Zhang Zhaozhong, a rear admiral of China’s People’s Liberation Army Navy and a professor at the PLA National Defense University, wrote about the McCain crash in an Aug. 22 post on Weibo (China’s equivalent of Twitter). With 8 million followers on his Weibo, Zhang has been described as the “No. 1 military commentator of China,” and he frequently posts bombastic comments belittling the U.S. military.
“What goes around, comes around,” says Zhang’s Weibo post, referring to the frequent freedom of navigation operations conducted by the U.S. Navy in the contested waters. “The USS John S. McCain has been making a lot of trouble in the South China Sea.”
Zhang brags that he had previously made a policy recommendation to convert the outdated PLAN Type 051 destroyers and use them to ram U.S. Navy ships conducting operations in the South China Sea.
In reference to the USS John S. McCain’s and USS Fitzgerald’s collisions with merchant vessels, Zhang says that the expensive U.S. warships have proved to be nothing more than “pretty decorations” and “paper tigers.”
Earlier on Monday Beijing’s English-language state-run newspaper Global Times also published an unsigned editorial saying that there is widespread “applause” among Chinese netizens who are openly celebrating the accident. “This reflects the sentiment of Chinese society,” says the editorial of the Beijing mouthpiece.

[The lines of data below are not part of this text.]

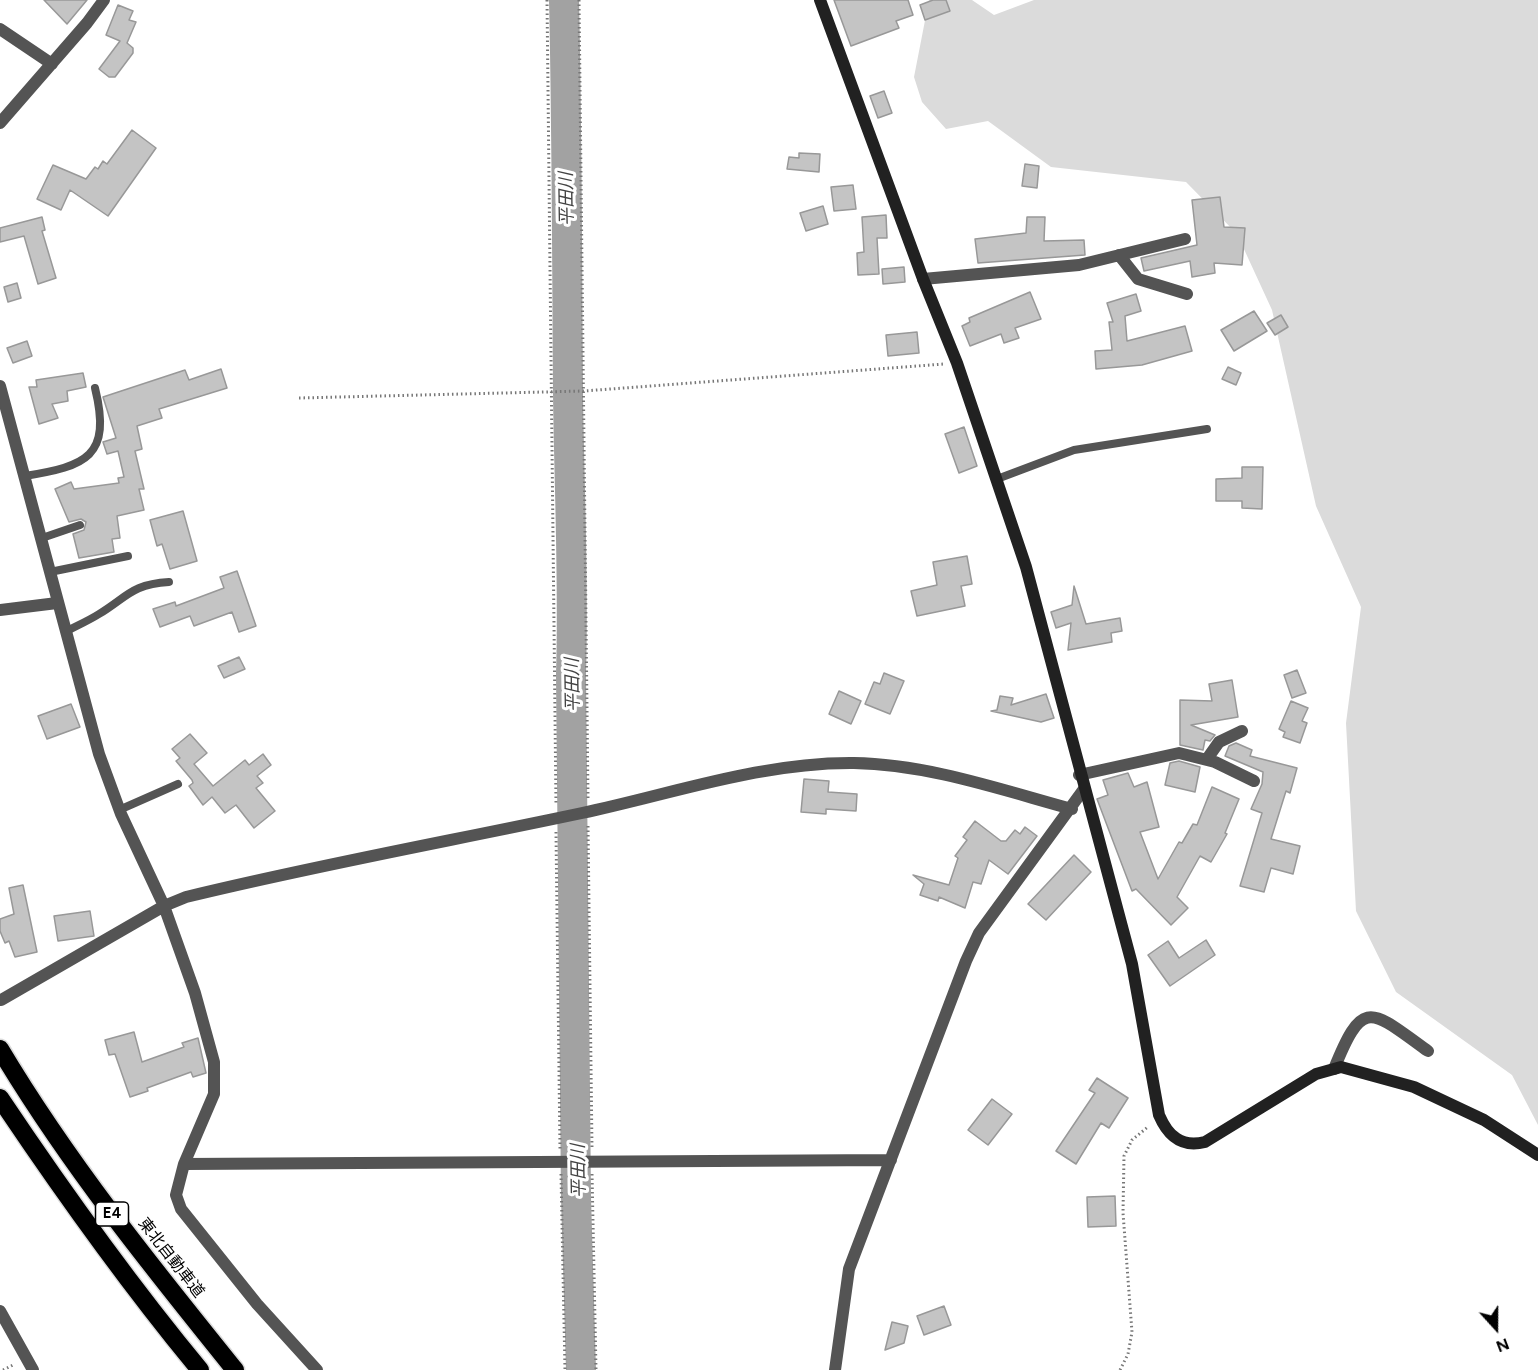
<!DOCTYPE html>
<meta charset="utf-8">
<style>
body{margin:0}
#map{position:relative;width:1538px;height:1370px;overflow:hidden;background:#fff;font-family:Figtree,sans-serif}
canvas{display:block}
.north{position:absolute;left:1466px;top:1298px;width:60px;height:60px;-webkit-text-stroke:4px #fff;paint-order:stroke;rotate:159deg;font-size:16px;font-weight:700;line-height:24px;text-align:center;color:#000}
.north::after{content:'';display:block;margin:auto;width:21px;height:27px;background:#000;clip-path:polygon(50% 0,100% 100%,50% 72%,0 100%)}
</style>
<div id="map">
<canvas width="1538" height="1370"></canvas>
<div class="north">N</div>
</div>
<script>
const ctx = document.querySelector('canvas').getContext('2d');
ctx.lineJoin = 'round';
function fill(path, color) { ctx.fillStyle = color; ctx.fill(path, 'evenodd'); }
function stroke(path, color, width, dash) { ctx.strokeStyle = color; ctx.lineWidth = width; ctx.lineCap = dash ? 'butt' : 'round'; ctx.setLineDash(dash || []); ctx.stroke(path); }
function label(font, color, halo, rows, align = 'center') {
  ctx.font = font + ' Figtree,"Noto Sans JP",sans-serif'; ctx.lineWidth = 6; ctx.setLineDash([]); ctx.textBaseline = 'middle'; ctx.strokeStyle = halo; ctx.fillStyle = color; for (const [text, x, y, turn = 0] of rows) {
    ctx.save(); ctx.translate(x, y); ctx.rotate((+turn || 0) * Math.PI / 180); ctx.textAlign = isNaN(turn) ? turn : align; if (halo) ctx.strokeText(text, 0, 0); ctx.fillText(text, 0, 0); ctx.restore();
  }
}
fill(new Path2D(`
 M 929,0 L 972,0 L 994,15 L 1034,0 L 1538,0 L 1538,1125 L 1512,1075 L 1396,992 L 1356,911 L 1346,723 L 1361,607 L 1316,506 L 1272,310 L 1237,234 L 1186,182 L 1051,167 L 988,121 L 946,129 L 922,102 L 914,77 Z`), '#dbdbdb');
stroke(new Path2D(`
 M 564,0 C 567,131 567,261 568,392 C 569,486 574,580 571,674 L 576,1197 L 581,1370`), '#a2a2a2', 30);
const building = new Path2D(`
 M 44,0 L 87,0 L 67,24 Z
 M 834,0 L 908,0 L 913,15 L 896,21 L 899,28 L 851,46 Z
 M 933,0 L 946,0 L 950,11 L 925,20 L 920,5 Z
 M 118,5 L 133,11 L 129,20 L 136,22 L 127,43 L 133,48 L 133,53 L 115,77 L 109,77 L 99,69 L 120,41 L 106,35 Z
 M 884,91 L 892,113 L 878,118 L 870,96 Z
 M 132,130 L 156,148 L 108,216 L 70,190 L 61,210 L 37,199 L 53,165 L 86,179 L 95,167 L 98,169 L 103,161 L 107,164 Z
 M 799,153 L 820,154 L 819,172 L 787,169 L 789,157 L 799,158 Z
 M 1025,164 L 1039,166 L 1037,188 L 1022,186 Z
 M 853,185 L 856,209 L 834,211 L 831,187 Z
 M 1220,197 L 1224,227 L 1245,228 L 1242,265 L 1214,263 L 1215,273 L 1192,277 L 1190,261 L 1144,271 L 1141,258 L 1197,245 L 1192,200 Z
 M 823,206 L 828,224 L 806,231 L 800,213 Z
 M 886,215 L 887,238 L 877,238 L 879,274 L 858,275 L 857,253 L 864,252 L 862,217 Z
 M 42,217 L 45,230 L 42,231 L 56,278 L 38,284 L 24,236 L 0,242 L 0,228 Z
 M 1027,217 L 1045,217 L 1044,241 L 1084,240 L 1085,255 L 978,263 L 975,239 L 1026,233 Z
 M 904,267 L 905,282 L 883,284 L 882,269 Z
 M 17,283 L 21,298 L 8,302 L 4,287 Z
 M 1030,292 L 1041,319 L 1015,328 L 1019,338 L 1004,343 L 1001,334 L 970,346 L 962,326 L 970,322 L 969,318 Z
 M 1136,294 L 1141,311 L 1125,316 L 1127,341 L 1185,326 L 1192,351 L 1142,365 L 1096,369 L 1095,351 L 1112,350 L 1109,322 L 1113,322 L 1107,303 Z
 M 1254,311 L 1267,331 L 1234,351 L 1221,330 Z
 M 1281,315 L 1288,327 L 1275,335 L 1267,323 Z
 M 917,332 L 919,353 L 888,356 L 886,335 Z
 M 27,341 L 32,356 L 13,363 L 7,348 Z
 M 1228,367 L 1241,373 L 1236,385 L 1222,379 Z
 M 221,369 L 227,388 L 159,409 L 162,418 L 137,426 L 142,449 L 135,451 L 144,489 L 139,489 L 144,510 L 117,516 L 120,538 L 112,539 L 114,552 L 79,558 L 73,534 L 84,530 L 86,522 L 81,519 L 69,522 L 55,489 L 71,482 L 74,489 L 119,483 L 118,478 L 124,477 L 118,451 L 107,454 L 103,442 L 116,438 L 103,397 L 185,370 L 189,380 Z
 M 83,373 L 86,387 L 67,391 L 68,401 L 52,404 L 58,418 L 39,424 L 29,387 L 37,387 L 36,380 Z
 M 964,427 L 977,466 L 959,473 L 945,434 Z
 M 1242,467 L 1263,467 L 1262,509 L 1242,508 L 1242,501 L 1216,501 L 1216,479 L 1242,478 Z
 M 183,511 L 197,561 L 170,569 L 162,544 L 157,546 L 150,520 Z
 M 967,556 L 972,584 L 961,586 L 965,606 L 917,616 L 911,591 L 937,585 L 933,562 Z
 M 237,571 L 256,626 L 239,632 L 232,612 L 194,626 L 190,616 L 160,627 L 153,609 L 175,602 L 176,606 L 224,588 L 220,577 Z
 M 1074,586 L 1086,624 L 1120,618 L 1122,631 L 1111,633 L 1112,642 L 1068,650 L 1071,623 L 1056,628 L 1051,612 L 1072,605 Z
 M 239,657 L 245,669 L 224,678 L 218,666 Z
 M 1297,670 L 1306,693 L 1292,698 L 1284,675 Z
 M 884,673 L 904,681 L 890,714 L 865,704 L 874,682 L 880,684 Z
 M 1232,680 L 1238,717 L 1191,725 L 1215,735 L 1210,741 L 1205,740 L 1203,750 L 1180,745 L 1180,700 L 1212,701 L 1209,684 Z
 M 839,691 L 861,701 L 851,724 L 829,714 Z
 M 1046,694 L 1054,718 L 1041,722 L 991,711 L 997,710 L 1000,696 L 1013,698 L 1011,705 Z
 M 1291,701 L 1308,708 L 1302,721 L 1307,723 L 1300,743 L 1283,737 L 1285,732 L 1279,729 Z
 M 71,704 L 80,727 L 47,739 L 38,716 Z
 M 190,734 L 207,753 L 194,764 L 213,786 L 245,760 L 249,765 L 263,754 L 271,765 L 257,776 L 263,783 L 256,788 L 275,811 L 254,828 L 236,805 L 225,813 L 212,797 L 203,805 L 189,786 L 193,783 L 192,780 L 176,761 L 180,758 L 172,749 Z
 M 1236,743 L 1252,750 L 1250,756 L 1297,768 L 1290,793 L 1286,791 L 1271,839 L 1300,846 L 1293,874 L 1271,868 L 1264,892 L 1240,886 L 1262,813 L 1251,809 L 1262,784 L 1263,772 L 1225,756 L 1229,746 Z
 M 1179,761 L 1200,767 L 1195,792 L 1165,785 L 1170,763 Z
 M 1128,773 L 1134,787 L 1147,782 L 1159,827 L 1140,832 L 1158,879 L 1179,842 L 1182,843 L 1193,824 L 1197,825 L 1212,787 L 1239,799 L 1225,833 L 1227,834 L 1211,862 L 1200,856 L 1177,897 L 1188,908 L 1171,925 L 1136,889 L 1132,891 L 1097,799 L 1108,795 L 1103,780 Z
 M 804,779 L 829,781 L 828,792 L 857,794 L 856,811 L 826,809 L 826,814 L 801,812 Z
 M 975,821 L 1001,841 L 1006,841 L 1015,830 L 1020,834 L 1025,827 L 1037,836 L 1008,874 L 989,860 L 981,884 L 973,882 L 965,908 L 939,897 L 938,901 L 920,895 L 924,884 L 913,875 L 949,885 L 958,858 L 955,856 L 967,840 L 963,837 Z
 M 1074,855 L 1091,872 L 1046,920 L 1028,904 Z
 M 23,885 L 37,952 L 15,957 L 9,941 L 5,943 L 0,931 L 0,919 L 14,914 L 9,888 Z
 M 90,911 L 94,936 L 58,941 L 54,916 Z
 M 1206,940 L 1215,955 L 1170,986 L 1148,955 L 1168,941 L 1179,958 Z
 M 134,1032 L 142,1062 L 184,1047 L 182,1043 L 198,1038 L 206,1073 L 193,1077 L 191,1072 L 147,1088 L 148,1091 L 130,1097 L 115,1054 L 109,1055 L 105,1040 Z
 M 1097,1078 L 1128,1098 L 1109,1128 L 1101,1123 L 1076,1164 L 1056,1151 L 1095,1093 L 1089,1090 Z
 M 992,1099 L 1012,1114 L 988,1145 L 968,1130 Z
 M 1115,1196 L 1116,1226 L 1088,1227 L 1087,1197 Z
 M 944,1306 L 951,1325 L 924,1335 L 917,1316 Z
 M 892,1322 L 908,1326 L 904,1343 L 885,1350 Z`);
fill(building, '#c4c4c4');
stroke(building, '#989898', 1.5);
const highway = new Path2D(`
 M 0,1049 C 68,1163 152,1267 235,1370
 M 0,1098 C 63,1192 128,1283 200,1370`);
stroke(highway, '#dbdbdb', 21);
stroke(new Path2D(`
 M 547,0 L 556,804
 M 579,0 L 588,798
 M 299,398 L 584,391 L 944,364
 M 588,826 L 592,1149
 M 556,832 L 560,1149
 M 561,1174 L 565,1370
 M 592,1174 L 596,1370
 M 3,1370 L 15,1364
 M 1120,1370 L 1128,1354 L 1132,1332 L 1123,1213 L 1124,1156 L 1132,1140 L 1149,1126`), '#767676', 3, [1.5, 3]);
stroke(new Path2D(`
 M 25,476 C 86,466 112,457 95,388
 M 997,479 L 1074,450 L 1207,429
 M 42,538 L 80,525
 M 50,572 L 128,556
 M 65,632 C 76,626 88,621 99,614 C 127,597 132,584 169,582
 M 119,810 L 178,784`), '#545454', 8);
stroke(new Path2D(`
 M 0,29 L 52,64
 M 0,123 L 87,23 L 104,0
 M 1119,255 L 1138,279 L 1187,294
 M 923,279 L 1079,265 L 1185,239
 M 0,386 L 99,754 L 121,814 L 164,906 L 195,993 L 214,1062 L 214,1094 L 184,1164 L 176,1195 L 181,1209 L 257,1304 L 317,1370
 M 0,610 L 57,603
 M 1207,759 L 1219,742 L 1242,731
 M 1079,775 L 1179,753 L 1215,762 L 1254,781
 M 1,1000 L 164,906 L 186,897 C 317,865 450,841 582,813 C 672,794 761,762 854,763 C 927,764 1002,790 1072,809
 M 1334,1069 C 1363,997 1370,1009 1428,1051
 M 184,1164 L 891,1160
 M 0,1311 L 33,1370
 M 835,1370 L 849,1269 L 966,961 L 979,933 L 1084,789`), '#545454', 12);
stroke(new Path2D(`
 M 820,0 L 923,279 L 957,363 L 1026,567 L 1132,964 L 1159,1115 C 1168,1136 1181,1148 1205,1142 L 1316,1074 L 1341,1067 L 1414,1087 L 1484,1120 L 1538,1155`), '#212121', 12);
stroke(highway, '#000', 18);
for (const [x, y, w] of [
 [112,1214,33]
]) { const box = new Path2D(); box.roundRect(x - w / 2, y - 12, w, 24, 4.5); ctx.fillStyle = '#fff'; ctx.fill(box); stroke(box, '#000', 1.5); }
label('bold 15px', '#000', null, [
 ["E4",112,1214]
]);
label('16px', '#000', '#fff', [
 ["東北自動車道",171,1258,52]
]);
label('italic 18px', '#434343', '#fff', [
 ["平田川",567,199,-91],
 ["平田川",573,685,-91],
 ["平田川",579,1171,-91]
]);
</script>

Unlike Zhang however, the Global Times editorial nevertheless stresses that the missing and injured U.S. sailors “deserve sympathy.”
While there is no opinion polling to indicate whether Chinese society at large feels the same way, Zhang’s Weibo post seems to provide evidence of hyper-nationalist commentators in China who would openly celebrate any tragedy involving the U.S. military or the United States at large.
The report also points out that Zhang’s hyper-nationalist and often bombastic comments have been prominently featured by China’s state media for more than two decades, which goes to show that the Chinese regime has consciously tolerated and even supported his extreme views to various extents.